*** Opening of Provided records ***

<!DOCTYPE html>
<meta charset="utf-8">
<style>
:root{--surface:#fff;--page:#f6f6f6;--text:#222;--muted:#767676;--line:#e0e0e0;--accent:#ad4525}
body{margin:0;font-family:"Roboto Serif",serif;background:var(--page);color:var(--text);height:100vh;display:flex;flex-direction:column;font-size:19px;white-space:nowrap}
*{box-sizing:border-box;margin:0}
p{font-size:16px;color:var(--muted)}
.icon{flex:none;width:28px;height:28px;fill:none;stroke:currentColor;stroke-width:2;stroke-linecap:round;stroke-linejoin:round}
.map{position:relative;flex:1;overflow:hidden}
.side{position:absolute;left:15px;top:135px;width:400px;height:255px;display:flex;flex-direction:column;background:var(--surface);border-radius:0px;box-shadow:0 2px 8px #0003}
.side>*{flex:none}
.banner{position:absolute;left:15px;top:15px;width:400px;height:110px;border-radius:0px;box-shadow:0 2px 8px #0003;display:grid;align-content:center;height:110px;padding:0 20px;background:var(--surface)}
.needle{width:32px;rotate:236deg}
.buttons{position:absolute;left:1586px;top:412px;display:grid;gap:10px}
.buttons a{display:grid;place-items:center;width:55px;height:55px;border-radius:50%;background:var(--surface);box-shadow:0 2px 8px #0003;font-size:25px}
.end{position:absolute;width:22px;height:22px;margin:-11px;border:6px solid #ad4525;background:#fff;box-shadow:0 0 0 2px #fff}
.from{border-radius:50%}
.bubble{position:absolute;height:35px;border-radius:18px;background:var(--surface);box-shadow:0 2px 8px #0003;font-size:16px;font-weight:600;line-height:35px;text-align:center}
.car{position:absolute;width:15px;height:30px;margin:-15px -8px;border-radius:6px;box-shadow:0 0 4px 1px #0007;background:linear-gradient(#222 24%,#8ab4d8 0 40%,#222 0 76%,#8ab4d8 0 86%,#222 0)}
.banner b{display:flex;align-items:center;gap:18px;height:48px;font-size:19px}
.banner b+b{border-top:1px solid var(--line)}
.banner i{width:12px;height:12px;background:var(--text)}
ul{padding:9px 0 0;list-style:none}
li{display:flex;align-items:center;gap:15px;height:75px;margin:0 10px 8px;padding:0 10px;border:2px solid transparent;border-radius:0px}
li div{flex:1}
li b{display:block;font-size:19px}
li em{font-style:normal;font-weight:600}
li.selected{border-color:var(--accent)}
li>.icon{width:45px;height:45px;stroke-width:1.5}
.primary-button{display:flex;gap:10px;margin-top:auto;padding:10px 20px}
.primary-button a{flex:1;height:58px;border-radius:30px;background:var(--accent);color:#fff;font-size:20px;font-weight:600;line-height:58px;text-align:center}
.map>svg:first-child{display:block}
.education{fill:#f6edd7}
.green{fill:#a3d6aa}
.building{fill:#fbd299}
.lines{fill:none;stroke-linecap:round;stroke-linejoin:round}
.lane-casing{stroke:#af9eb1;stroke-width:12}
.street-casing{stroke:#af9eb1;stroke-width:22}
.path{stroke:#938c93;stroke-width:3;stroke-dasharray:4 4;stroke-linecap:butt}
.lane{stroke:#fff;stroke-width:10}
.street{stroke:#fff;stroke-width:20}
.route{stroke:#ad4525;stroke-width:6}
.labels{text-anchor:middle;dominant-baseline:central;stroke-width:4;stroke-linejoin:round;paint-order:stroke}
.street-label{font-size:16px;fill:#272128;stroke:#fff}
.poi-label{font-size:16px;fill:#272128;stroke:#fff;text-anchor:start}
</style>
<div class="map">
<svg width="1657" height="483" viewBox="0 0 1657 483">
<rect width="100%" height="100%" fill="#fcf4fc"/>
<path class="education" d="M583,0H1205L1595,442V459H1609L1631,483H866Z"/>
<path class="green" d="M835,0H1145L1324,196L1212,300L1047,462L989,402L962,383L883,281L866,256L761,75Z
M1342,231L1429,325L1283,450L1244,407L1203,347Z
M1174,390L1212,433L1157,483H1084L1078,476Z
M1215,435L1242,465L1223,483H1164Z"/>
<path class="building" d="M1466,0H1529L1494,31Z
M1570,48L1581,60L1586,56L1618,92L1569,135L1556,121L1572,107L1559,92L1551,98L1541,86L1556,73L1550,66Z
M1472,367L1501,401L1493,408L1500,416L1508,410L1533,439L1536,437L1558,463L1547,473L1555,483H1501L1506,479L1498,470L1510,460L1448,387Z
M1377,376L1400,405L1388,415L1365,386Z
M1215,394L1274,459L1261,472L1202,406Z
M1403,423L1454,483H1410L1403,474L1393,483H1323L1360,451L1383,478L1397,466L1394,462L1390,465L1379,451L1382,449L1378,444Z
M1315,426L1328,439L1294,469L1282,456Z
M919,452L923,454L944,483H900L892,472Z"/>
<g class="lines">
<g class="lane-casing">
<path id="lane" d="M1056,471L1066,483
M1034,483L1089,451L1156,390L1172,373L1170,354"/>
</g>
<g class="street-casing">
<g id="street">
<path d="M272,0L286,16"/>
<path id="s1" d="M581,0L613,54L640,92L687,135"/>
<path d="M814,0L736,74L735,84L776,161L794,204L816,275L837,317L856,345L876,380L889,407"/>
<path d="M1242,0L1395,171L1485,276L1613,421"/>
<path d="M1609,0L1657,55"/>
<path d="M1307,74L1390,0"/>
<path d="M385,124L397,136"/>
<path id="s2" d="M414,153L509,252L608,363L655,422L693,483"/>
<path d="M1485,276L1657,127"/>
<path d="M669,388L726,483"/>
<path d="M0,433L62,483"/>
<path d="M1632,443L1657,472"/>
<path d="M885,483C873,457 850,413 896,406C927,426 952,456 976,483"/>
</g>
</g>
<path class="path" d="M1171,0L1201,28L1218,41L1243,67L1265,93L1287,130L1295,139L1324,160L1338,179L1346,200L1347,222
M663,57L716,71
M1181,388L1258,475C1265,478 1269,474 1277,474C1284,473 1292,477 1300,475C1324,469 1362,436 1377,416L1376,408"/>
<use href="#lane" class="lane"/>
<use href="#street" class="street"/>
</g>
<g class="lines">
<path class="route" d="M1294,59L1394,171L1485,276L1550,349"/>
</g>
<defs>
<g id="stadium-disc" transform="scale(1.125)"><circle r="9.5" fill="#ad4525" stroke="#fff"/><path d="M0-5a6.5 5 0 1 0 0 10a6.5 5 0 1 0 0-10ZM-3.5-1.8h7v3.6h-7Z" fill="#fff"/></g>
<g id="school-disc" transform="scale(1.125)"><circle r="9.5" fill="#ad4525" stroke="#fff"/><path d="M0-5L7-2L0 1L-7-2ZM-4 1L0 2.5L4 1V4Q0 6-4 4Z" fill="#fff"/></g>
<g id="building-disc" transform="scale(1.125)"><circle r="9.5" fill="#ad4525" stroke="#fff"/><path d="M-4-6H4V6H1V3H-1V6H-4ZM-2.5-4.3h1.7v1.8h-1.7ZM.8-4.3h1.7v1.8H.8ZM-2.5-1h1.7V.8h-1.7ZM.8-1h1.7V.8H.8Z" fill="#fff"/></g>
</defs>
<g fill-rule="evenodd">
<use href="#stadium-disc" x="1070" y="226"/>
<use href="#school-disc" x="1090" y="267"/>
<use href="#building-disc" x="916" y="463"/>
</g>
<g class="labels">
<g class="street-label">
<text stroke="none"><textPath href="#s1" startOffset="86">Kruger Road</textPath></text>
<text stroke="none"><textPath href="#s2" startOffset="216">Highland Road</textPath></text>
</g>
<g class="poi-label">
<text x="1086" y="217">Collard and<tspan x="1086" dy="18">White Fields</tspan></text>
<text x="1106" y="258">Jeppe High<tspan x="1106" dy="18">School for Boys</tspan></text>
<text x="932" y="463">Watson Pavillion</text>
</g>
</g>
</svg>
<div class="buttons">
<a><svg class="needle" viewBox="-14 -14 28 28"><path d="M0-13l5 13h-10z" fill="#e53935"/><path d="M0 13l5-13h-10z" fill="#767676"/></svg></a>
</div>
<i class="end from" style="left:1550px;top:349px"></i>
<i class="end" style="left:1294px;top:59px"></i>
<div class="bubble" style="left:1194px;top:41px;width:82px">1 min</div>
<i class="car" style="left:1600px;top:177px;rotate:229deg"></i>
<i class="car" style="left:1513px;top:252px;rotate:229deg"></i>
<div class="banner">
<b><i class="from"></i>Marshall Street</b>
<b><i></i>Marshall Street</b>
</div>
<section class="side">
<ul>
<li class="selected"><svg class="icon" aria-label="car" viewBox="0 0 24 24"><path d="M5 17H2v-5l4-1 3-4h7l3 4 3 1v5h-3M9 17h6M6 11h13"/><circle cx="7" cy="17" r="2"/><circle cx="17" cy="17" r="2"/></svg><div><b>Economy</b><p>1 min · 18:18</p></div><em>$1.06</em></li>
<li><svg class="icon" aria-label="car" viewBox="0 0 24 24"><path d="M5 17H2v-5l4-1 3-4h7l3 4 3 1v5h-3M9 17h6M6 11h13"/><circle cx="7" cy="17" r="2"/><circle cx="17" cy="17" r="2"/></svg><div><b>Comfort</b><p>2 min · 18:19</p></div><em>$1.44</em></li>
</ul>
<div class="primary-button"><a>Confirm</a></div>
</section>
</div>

*** Close of Provided records ***

• The problem:
Going back to the entries above, set down exactly the lines that begin at the one with "M1315,426L1328,439L1294,469L1282,456Z" and end at the one with "M663,57L716,71", both included, and nothing else.

• Result below:
M1315,426L1328,439L1294,469L1282,456Z
M919,452L923,454L944,483H900L892,472Z"/>
<g class="lines">
<g class="lane-casing">
<path id="lane" d="M1056,471L1066,483
M1034,483L1089,451L1156,390L1172,373L1170,354"/>
</g>
<g class="street-casing">
<g id="street">
<path d="M272,0L286,16"/>
<path id="s1" d="M581,0L613,54L640,92L687,135"/>
<path d="M814,0L736,74L735,84L776,161L794,204L816,275L837,317L856,345L876,380L889,407"/>
<path d="M1242,0L1395,171L1485,276L1613,421"/>
<path d="M1609,0L1657,55"/>
<path d="M1307,74L1390,0"/>
<path d="M385,124L397,136"/>
<path id="s2" d="M414,153L509,252L608,363L655,422L693,483"/>
<path d="M1485,276L1657,127"/>
<path d="M669,388L726,483"/>
<path d="M0,433L62,483"/>
<path d="M1632,443L1657,472"/>
<path d="M885,483C873,457 850,413 896,406C927,426 952,456 976,483"/>
</g>
</g>
<path class="path" d="M1171,0L1201,28L1218,41L1243,67L1265,93L1287,130L1295,139L1324,160L1338,179L1346,200L1347,222
M663,57L716,71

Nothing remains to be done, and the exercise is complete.